DATA FOR THIS EXERCISE START

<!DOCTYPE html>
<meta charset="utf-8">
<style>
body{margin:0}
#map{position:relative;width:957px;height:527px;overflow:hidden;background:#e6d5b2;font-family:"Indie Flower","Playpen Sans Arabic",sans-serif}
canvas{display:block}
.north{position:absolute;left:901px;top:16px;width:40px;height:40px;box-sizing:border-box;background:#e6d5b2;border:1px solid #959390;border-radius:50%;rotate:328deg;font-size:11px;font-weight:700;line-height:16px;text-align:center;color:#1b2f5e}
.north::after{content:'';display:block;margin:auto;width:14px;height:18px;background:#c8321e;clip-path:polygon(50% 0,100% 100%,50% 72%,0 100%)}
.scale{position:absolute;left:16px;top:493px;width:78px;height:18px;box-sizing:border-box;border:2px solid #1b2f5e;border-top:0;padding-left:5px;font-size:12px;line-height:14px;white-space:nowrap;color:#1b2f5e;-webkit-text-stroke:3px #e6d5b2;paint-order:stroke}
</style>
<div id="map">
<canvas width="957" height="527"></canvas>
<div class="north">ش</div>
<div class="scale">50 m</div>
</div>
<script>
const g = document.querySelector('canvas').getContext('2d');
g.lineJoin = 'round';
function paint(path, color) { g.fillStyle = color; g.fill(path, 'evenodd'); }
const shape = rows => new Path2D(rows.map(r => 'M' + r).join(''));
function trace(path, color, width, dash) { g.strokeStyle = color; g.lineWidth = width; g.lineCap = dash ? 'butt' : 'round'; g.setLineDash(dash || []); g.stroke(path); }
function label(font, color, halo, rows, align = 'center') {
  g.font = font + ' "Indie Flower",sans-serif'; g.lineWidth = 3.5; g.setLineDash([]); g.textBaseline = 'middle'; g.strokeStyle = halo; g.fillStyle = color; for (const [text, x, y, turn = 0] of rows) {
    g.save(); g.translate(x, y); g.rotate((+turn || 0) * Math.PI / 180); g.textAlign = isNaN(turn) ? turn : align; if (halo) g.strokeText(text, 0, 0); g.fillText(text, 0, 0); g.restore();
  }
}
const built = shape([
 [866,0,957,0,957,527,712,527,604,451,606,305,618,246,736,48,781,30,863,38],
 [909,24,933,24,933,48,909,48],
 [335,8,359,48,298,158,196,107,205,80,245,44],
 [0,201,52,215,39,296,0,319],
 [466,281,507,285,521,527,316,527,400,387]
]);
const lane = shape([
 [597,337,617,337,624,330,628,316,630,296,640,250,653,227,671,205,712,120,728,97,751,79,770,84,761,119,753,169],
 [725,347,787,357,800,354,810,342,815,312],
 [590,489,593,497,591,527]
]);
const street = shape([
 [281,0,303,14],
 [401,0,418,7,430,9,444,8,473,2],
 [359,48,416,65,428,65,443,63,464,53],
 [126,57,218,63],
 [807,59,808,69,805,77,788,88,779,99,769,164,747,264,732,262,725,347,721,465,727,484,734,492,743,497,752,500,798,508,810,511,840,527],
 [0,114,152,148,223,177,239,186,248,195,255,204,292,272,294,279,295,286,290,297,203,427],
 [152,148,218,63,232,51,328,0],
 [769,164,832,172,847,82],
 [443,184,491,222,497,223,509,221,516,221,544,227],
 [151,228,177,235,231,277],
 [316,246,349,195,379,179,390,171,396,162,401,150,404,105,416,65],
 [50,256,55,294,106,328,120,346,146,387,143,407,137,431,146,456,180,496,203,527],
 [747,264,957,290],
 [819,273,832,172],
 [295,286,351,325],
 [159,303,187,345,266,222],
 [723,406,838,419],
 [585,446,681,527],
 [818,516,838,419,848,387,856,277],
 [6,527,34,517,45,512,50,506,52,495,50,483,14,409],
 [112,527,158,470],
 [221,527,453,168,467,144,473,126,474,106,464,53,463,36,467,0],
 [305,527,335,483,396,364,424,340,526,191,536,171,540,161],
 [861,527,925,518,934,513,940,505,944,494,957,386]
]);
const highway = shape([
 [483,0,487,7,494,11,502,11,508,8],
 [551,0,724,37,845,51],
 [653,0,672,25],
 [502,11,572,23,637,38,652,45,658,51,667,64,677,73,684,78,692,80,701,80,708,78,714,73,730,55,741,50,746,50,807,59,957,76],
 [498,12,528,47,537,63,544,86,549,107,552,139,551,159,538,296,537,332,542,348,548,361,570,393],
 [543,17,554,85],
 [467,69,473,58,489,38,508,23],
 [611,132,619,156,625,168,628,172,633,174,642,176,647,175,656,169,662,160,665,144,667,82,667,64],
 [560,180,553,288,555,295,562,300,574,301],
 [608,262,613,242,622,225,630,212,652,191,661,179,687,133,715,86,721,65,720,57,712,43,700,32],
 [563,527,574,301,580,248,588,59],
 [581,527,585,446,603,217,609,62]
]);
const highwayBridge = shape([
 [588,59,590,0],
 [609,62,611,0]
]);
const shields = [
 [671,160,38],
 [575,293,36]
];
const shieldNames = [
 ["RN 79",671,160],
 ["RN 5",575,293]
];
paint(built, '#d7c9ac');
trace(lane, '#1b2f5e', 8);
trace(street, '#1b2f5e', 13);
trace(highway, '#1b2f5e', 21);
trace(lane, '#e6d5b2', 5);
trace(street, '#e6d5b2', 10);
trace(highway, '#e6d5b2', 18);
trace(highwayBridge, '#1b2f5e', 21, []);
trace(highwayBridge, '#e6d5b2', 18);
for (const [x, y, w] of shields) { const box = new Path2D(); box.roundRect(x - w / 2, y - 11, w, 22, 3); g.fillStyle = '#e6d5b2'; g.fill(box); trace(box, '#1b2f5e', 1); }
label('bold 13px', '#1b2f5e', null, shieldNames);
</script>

DATA FOR THIS EXERCISE END

*INSTRUCTIONS TO FOLLOW*. Tally the lines in the records that hold the word "setLineDash". Give only the total.

*ANSWER AREA*. 2